The Oupicky Lab focuses on the broad field of drug delivery and nanomedicine, with emphasis on delivery of therapeutic nucleic acids and drug/nucleic acid combinations. Our research promises to enable or significantly improve a range of therapeutic approaches investigated in the field of nanomedicine. The research in our lab is highly interdisciplinary and covers all development aspects of delivery systems, including synthesis of novel polymers and nanomaterials, evaluation of the delivery activity in vitro and studies of the pharmacokinetics and activity of the delivery vectors in vivo in disease models.

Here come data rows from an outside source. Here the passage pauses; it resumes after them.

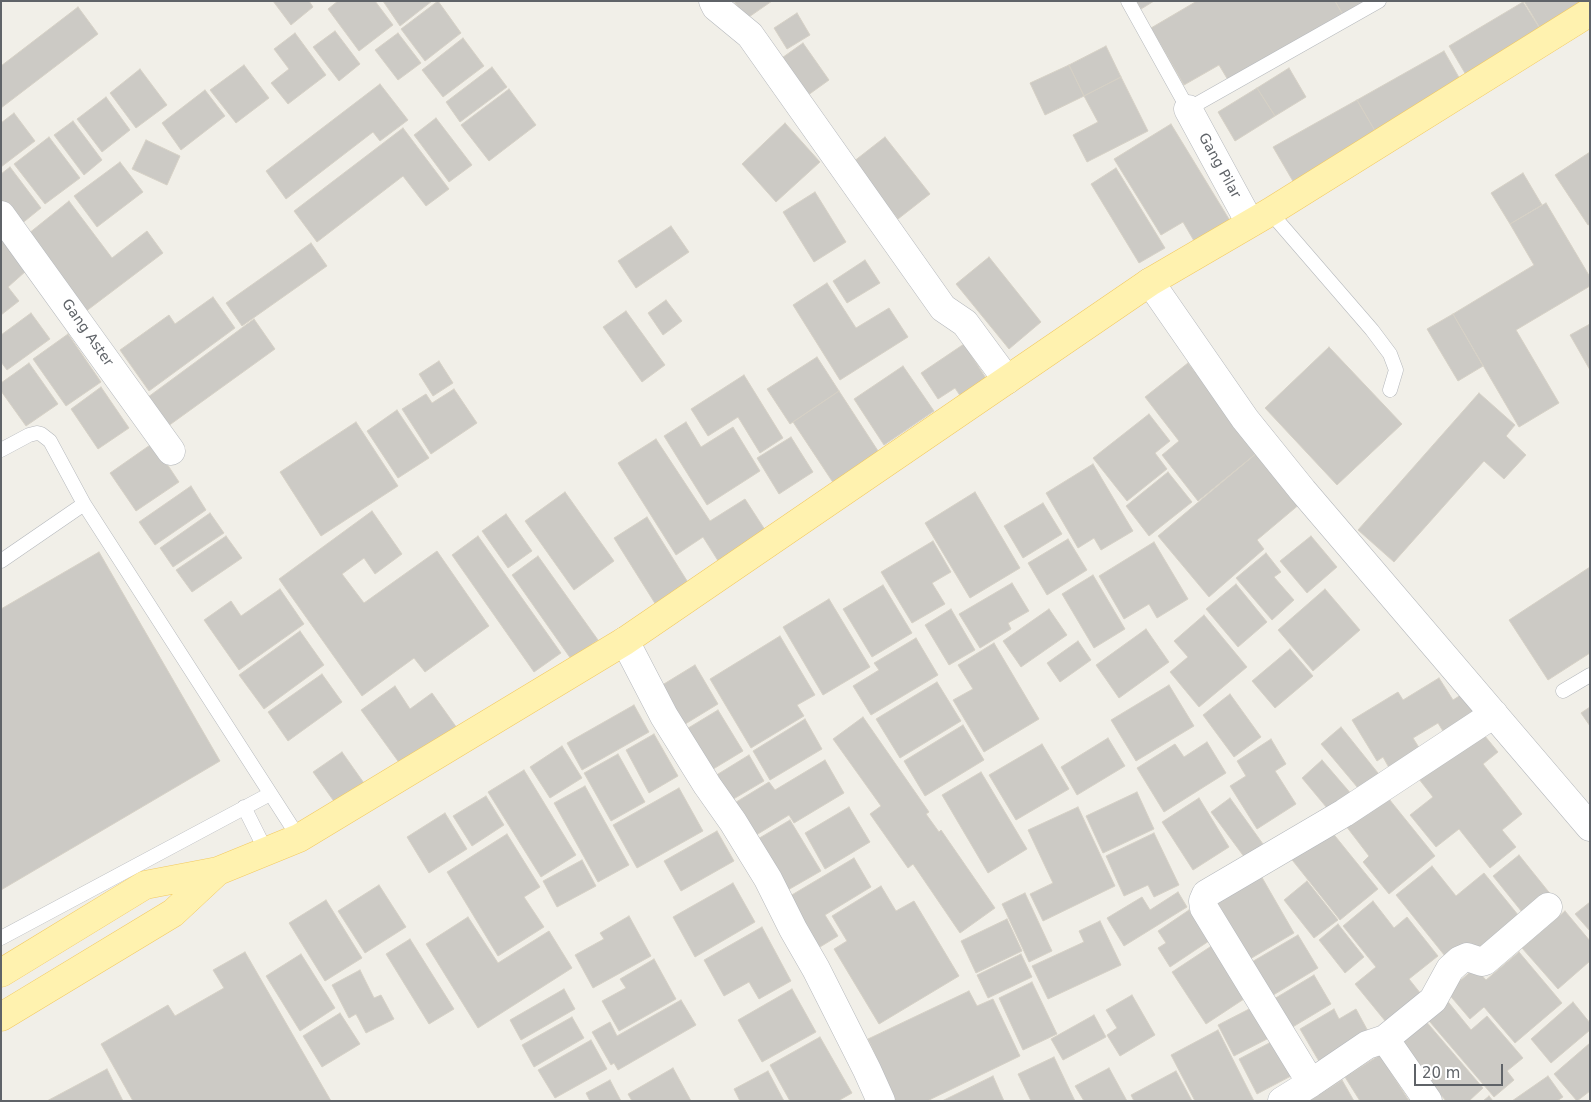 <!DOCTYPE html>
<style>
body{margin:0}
#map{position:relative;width:1591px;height:1102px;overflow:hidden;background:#f1efe8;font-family:"DejaVu Sans",sans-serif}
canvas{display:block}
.frame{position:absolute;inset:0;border:2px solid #5f6368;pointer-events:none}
.scale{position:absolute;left:1414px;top:1064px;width:89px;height:22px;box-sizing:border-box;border:2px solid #5f6368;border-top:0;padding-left:6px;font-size:15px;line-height:18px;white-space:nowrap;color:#5f6368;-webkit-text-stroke:4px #fff;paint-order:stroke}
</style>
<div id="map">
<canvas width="1591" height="1102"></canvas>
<div class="frame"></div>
<div class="scale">20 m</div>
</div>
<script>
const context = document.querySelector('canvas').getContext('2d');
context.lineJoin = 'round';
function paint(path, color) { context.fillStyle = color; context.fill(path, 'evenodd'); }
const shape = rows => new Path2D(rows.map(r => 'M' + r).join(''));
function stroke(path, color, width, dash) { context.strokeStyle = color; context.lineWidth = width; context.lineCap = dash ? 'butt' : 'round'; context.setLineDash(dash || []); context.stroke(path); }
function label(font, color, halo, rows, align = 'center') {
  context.font = font + ' "DejaVu Sans",sans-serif'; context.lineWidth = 4; context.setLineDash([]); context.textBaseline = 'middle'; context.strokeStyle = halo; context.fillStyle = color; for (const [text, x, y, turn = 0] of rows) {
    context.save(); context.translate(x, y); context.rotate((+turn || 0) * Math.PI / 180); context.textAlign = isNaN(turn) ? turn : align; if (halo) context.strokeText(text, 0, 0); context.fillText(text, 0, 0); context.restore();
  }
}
const building = shape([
 [273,1,309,1,313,7,291,25,273,1],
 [338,1,375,1,393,25,359,51,328,9,338,1],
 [383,1,432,1,400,26,383,1],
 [438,1,461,33,425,61,401,29,438,1],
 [734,1,772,1,746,19,734,1],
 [1136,1,1154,1,1141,9,1136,1],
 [1197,1,1335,1,1343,15,1228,80,1219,65,1184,85,1151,28,1197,1],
 [1335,1,1367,1,1343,15,1335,1],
 [1524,1,1590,1,1544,35,1524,1],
 [1523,2,1544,35,1469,80,1449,46,1523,2],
 [78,7,98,34,1,108,1,66,78,7],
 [797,13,810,35,787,49,774,28,797,13],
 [335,31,360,64,339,81,313,47,335,31],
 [295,33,326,75,288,104,271,83,289,69,274,49,295,33],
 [398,33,421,63,398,80,375,50,398,33],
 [463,38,484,66,443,97,422,70,463,38],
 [803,43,829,80,804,98,779,60,803,43],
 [1106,46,1121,77,1084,96,1069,65,1106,46],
 [1444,51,1465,88,1378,136,1357,100,1444,51],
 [244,65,269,98,236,123,210,90,244,65],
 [1069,65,1084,96,1045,115,1030,83,1069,65],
 [492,67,507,87,460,122,446,102,492,67],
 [1289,68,1306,97,1275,116,1257,88,1289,68],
 [140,69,167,105,136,128,110,93,140,69],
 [1121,77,1148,131,1087,162,1073,135,1098,122,1084,96,1121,77],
 [380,84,408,120,380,141,373,132,286,199,266,171,380,84],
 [1257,88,1275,116,1235,141,1218,112,1257,88],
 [509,89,536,125,489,161,461,125,509,89],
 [205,90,225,116,181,150,162,123,205,90],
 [106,97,130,130,102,152,77,119,106,97],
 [1357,100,1378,136,1294,183,1273,147,1357,100],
 [14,113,35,141,1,167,1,123,14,113],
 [436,118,472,165,449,182,414,135,436,118],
 [73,121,102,160,84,175,54,135,73,121],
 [785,123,820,162,776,202,742,164,785,123],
 [1171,124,1232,224,1197,246,1183,222,1161,235,1114,159,1171,124],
 [403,128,449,189,426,206,403,176,317,242,294,211,403,128],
 [49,137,80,178,45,204,14,164,49,137],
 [885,137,930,194,898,219,853,162,885,137],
 [146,140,180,156,167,185,132,169,146,140],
 [1590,152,1590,224,1588,225,1555,175,1590,152],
 [120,162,143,192,97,227,74,196,120,162],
 [10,167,41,208,15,229,1,210,1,174,10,167],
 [1116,168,1165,248,1139,263,1091,184,1116,168],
 [1523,173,1542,205,1510,224,1491,193,1523,173],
 [815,192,846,242,814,262,783,212,815,192],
 [69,201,112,258,147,231,163,253,81,315,23,238,69,201],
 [1546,203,1590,277,1590,286,1516,330,1559,403,1519,427,1453,314,1534,265,1510,224,1546,203],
 [671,226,689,252,636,288,618,261,671,226],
 [1,239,26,271,8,287,19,301,1,315,1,239],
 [311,243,327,266,242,326,226,303,311,243],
 [989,257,1041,322,1009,349,956,284,989,257],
 [865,260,880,283,847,303,833,281,865,260],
 [827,283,856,328,889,308,908,337,840,380,793,305,827,283],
 [213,297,235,328,149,391,120,350,169,315,175,324,213,297],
 [666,300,682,321,663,335,648,313,666,300],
 [626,311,665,365,642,382,603,327,626,311],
 [31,313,50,339,7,370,1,362,1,335,31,313],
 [1453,314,1483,366,1458,381,1427,329,1453,314],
 [254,319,275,349,164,429,144,400,254,319],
 [1590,324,1590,370,1570,335,1590,324],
 [68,334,101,382,66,406,33,359,68,334],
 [964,344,989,383,963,400,955,388,938,399,921,373,964,344],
 [1329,347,1402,424,1337,485,1265,408,1329,347],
 [817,357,839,391,790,424,767,389,817,357],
 [439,361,453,383,433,396,419,374,439,361],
 [29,363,58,404,26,426,1,391,1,383,29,363],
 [1188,363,1258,452,1198,501,1162,455,1179,441,1145,397,1188,363],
 [903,366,934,411,884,445,854,399,903,366],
 [744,375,783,438,760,453,738,417,708,436,691,409,744,375],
 [101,387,129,428,98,449,71,409,101,387],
 [454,389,477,423,431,454,402,409,426,394,432,403,454,389],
 [839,391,882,457,836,487,793,422,839,391],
 [1479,393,1515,425,1506,436,1526,455,1504,479,1484,461,1394,562,1358,530,1479,393],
 [397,410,429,458,398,478,367,431,397,410],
 [1149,414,1170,441,1155,453,1167,469,1127,501,1093,458,1149,414],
 [356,422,398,486,321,536,280,472,356,422],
 [686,422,701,447,733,427,760,471,707,505,664,436,686,422],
 [791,437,813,472,779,494,757,458,791,437],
 [656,439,710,521,745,499,769,536,722,567,703,537,676,555,618,463,656,439],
 [153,443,179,482,136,511,110,473,153,443],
 [1258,452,1301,503,1257,540,1264,549,1209,597,1158,536,1258,452],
 [1093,464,1133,531,1101,550,1094,538,1078,548,1046,493,1093,464],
 [1168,472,1192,502,1149,536,1126,506,1168,472],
 [191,486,206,510,155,545,139,522,191,486],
 [565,492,614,561,574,590,525,521,565,492],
 [975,492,1020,568,970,598,925,523,975,492],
 [1043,503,1062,534,1023,558,1004,526,1043,503],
 [372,511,402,554,375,574,364,558,342,574,364,603,437,551,489,626,425,672,414,658,362,696,279,579,372,511],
 [210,513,224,533,173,567,160,548,210,513],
 [506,514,532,551,508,568,482,531,506,514],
 [647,517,694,592,661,613,614,538,647,517],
 [226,536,242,558,192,592,176,570,226,536],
 [478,536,561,653,534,672,452,555,478,536],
 [1311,536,1337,567,1307,593,1280,561,1311,536],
 [1068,539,1087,570,1047,595,1028,563,1068,539],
 [933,541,951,572,932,583,945,604,912,623,881,572,933,541],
 [1154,542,1188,599,1157,618,1149,604,1124,619,1099,576,1154,542],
 [99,552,220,761,1,890,1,609,99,552],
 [1266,553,1281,572,1274,577,1294,600,1272,620,1236,578,1266,553],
 [538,556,598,640,571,659,512,575,538,556],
 [1590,567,1590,653,1548,680,1509,620,1590,567],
 [1093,575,1125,629,1094,648,1062,594,1093,575],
 [1012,583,1029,611,1008,623,1011,629,980,648,959,614,1012,583],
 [1236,584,1267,622,1238,647,1206,609,1236,584],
 [883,585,912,633,872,657,843,609,883,585],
 [280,589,304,624,239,670,204,620,231,601,241,616,280,589],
 [1325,589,1360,630,1313,671,1278,630,1325,589],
 [829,599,870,667,823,695,783,627,829,599],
 [951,609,975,650,949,665,925,625,951,609],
 [1049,609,1067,635,1021,667,1003,641,1049,609],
 [1204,615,1247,667,1199,707,1170,672,1188,657,1174,641,1204,615],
 [1146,629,1169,662,1119,698,1096,665,1146,629],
 [300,631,324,665,264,709,239,675,300,631],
 [780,636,815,695,797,705,804,716,751,748,710,679,780,636],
 [916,638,938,675,871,715,853,686,879,670,874,663,916,638],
 [1078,641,1091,660,1060,682,1047,663,1078,641],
 [994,643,1039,719,984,752,953,700,973,689,958,665,994,643],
 [1290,649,1313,676,1275,708,1252,681,1290,649],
 [695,665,718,704,682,726,659,687,695,665],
 [322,674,342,702,288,741,268,712,322,674],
 [1439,678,1453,700,1464,693,1478,716,1446,736,1438,723,1413,738,1423,754,1392,773,1383,757,1377,761,1352,720,1398,692,1403,700,1439,678],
 [937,682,961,721,900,758,876,719,937,682],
 [1169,685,1194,726,1136,761,1111,720,1169,685],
 [395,686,410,709,432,693,457,728,403,768,361,710,395,686],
 [1230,694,1261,737,1234,757,1203,715,1230,694],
 [634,705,649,732,582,770,567,743,634,705],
 [1590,707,1590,726,1581,713,1590,707],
 [718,710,743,751,705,774,680,733,718,710],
 [863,717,929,812,926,814,939,832,941,830,995,908,960,933,913,864,908,868,870,814,881,806,833,739,863,717],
 [805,719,822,749,770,780,753,751,805,719],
 [963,725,984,760,925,796,904,761,963,725],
 [1341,727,1382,778,1363,794,1321,744,1341,727],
 [1480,730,1498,752,1483,764,1522,814,1502,830,1516,847,1490,868,1459,829,1436,847,1410,815,1433,797,1415,774,1480,730],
 [654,734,678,776,649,793,626,750,654,734],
 [1108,738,1125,766,1077,795,1061,767,1108,738],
 [1271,739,1286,764,1275,771,1296,804,1257,829,1230,786,1246,776,1237,761,1271,739],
 [1207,742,1226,773,1164,812,1137,768,1175,744,1184,757,1207,742],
 [1042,744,1069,789,1016,820,989,775,1042,744],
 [562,746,582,778,550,798,530,767,562,746],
 [342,752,366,786,338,807,313,772,342,752],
 [618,754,645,802,611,821,584,773,618,754],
 [749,755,764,781,725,804,710,779,749,755],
 [825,760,844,793,794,823,789,815,748,840,728,807,769,782,775,790,825,760],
 [1322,760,1353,796,1332,814,1302,778,1322,760],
 [524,770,576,855,541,877,488,792,524,770],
 [981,772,1027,849,988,873,942,795,981,772],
 [585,786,629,865,598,882,554,803,585,786],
 [679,788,703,831,637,868,613,825,679,788],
 [1137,792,1154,829,1103,853,1086,816,1137,792],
 [1385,794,1435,856,1389,894,1363,862,1369,856,1346,826,1385,794],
 [486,796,504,825,472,846,453,816,486,796],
 [1199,798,1229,847,1193,870,1162,822,1199,798],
 [1230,798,1263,844,1245,858,1211,812,1230,798],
 [849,807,870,842,825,869,805,833,849,807],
 [1078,807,1115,886,1043,921,1030,894,1053,883,1028,830,1078,807],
 [445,813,467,849,429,873,407,837,445,813],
 [790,820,821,871,781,894,751,843,790,820],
 [1327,826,1378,889,1340,920,1289,856,1327,826],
 [717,831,734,861,681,891,664,861,717,831],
 [1154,833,1179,885,1154,897,1148,885,1124,896,1106,856,1154,833],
 [507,834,540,887,524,897,544,927,498,956,447,872,507,834],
 [1519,855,1552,896,1526,917,1493,876,1519,855],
 [854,858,871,887,825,915,838,936,815,950,785,899,854,858],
 [582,860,596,886,557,907,543,881,582,860],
 [1432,866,1456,896,1484,873,1523,921,1481,955,1471,943,1449,961,1396,895,1432,866],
 [1260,874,1294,933,1250,959,1216,900,1260,874],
 [1307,881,1338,920,1314,938,1284,900,1307,881],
 [733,883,755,922,695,957,673,917,733,883],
 [379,885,406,927,365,953,338,911,379,885],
 [881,886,896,911,914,901,959,976,879,1024,834,949,847,941,832,916,881,886],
 [1178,892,1187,907,1124,946,1107,918,1142,897,1150,910,1178,892],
 [1025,893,1052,951,1029,962,1002,904,1025,893],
 [326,900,362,958,325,981,289,923,326,900],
 [1373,901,1394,928,1407,917,1438,956,1409,979,1421,994,1386,1022,1355,984,1376,967,1343,926,1373,901],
 [1590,902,1590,931,1575,914,1590,902],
 [1189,910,1209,941,1170,967,1158,948,1166,943,1158,931,1189,910],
 [1565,911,1590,941,1590,961,1558,989,1522,948,1565,911],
 [629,916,651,956,593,988,575,955,604,939,600,933,629,916],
 [468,917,498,963,549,931,572,968,478,1028,426,944,468,917],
 [1007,919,1022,951,976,973,961,941,1007,919],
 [1100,921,1121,965,1048,999,1032,966,1084,942,1079,931,1100,921],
 [1338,924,1364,957,1345,973,1319,940,1338,924],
 [762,927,791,981,759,999,749,982,724,996,704,960,762,927],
 [1298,935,1318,968,1270,997,1250,963,1298,935],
 [410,939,454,1009,429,1024,386,954,410,939],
 [1213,945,1247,997,1206,1024,1172,972,1213,945],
 [245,952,331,1101,133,1101,101,1044,168,1005,175,1016,224,988,213,970,245,952],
 [1519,952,1562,1003,1515,1043,1484,1007,1470,1019,1447,992,1475,968,1486,980,1519,952],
 [301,954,335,1008,300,1031,266,976,301,954],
 [1021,954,1032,977,988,998,977,975,1021,954],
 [654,959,676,999,619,1031,602,1001,626,988,620,979,654,959],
 [360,970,374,998,381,995,394,1019,366,1033,356,1014,349,1018,332,985,360,970],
 [1314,975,1331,1004,1291,1028,1274,999,1314,975],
 [1032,982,1057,1034,1023,1050,999,998,1032,982],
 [564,989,575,1009,521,1040,510,1020,564,989],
 [792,989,816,1032,762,1062,738,1020,792,989],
 [969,991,977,1006,993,999,1020,1056,927,1101,896,1101,868,1039,969,991],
 [1132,995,1155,1035,1120,1056,1107,1035,1117,1028,1106,1010,1132,995],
 [1445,998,1471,1030,1487,1016,1523,1058,1507,1071,1514,1080,1494,1097,1424,1015,1445,998],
 [681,1000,696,1025,618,1070,614,1063,611,1065,592,1032,610,1022,617,1036,681,1000],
 [1573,1002,1590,1023,1590,1030,1551,1063,1531,1039,1573,1002],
 [1253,1007,1269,1038,1234,1056,1218,1025,1253,1007],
 [1334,1009,1339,1019,1356,1009,1369,1033,1320,1063,1300,1029,1334,1009],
 [340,1013,360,1044,322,1067,303,1036,340,1013],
 [1094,1015,1106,1037,1063,1060,1051,1039,1094,1015],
 [572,1017,584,1038,534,1067,522,1045,572,1017],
 [1424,1019,1483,1088,1469,1101,1446,1101,1397,1043,1424,1019],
 [1218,1030,1254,1101,1195,1101,1171,1055,1218,1030],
 [820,1037,852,1093,838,1101,790,1101,770,1065,820,1037],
 [591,1040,607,1069,555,1098,538,1070,591,1040],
 [1273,1041,1291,1076,1257,1094,1239,1059,1273,1041],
 [1590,1043,1590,1091,1577,1101,1554,1074,1590,1043],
 [1380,1055,1409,1101,1360,1101,1345,1077,1380,1055],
 [1054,1057,1075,1101,1031,1101,1018,1074,1054,1057],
 [673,1068,691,1101,632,1101,628,1094,673,1068],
 [1109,1068,1127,1101,1084,1101,1075,1086,1109,1068],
 [107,1069,123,1101,47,1101,107,1069],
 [768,1071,784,1101,740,1101,734,1089,768,1071],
 [1176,1071,1192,1101,1134,1101,1131,1095,1176,1071],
 [993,1076,1004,1101,942,1101,993,1076],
 [1548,1076,1563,1097,1557,1101,1512,1101,1548,1076],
 [610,1080,621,1101,590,1101,586,1093,610,1080],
 [1342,1080,1354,1101,1309,1101,1342,1080],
 [1489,1096,1493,1101,1483,1101,1489,1096]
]);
paint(building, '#cccac5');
stroke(building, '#d6d1c6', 1);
const lane = shape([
 [1128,1,1188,109,1379,1],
 [1270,212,1372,330,1390,354,1396,370,1390,390],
 [1,450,29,435,37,433,41,434,50,441,84,504],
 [1,561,84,504,299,838],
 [1563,691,1590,675],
 [244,807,266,851],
 [1,938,270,794]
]);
const street = shape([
 [713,1,716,7,750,35,943,308,965,323,1007,380],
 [1188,109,1250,223],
 [1,215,171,451],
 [1150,282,1245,419,1303,491,1590,827],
 [625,641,664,716,707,785,733,822,768,879,793,929,816,969,867,1070,881,1101],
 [1385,1039,1433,1000,1450,969,1460,960,1467,957,1482,962,1485,961,1548,907],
 [1311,1083,1204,908,1203,901,1206,894,1344,813,1494,714],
 [1282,1101,1311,1083,1367,1045,1385,1039,1428,1101]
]);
const primary = shape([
 [1,973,145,885,218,871,299,838,625,641,1150,282,1270,212,1590,12],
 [1,1017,173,913,218,871]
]);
stroke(lane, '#b5b8bc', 15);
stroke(street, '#b5b8bc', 29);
stroke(primary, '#f2c960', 29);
stroke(lane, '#fff', 14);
stroke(street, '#fff', 28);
stroke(primary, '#fff2af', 28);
label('14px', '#5f6368', '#fff', [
 ["Gang Pilar",1219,166,61],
 ["Gang Aster",87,333,55]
]);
</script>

We put emphasis on a synthesis of new materials and on understanding the physicochemical properties of delivery systems and their interactions with living systems. Currently active research projects focus on development of nanomedicines for delivery of various combinations of therapeutic agents, including drug-gene, drug-siRNA, drug-miRNA and drug-drug combinations.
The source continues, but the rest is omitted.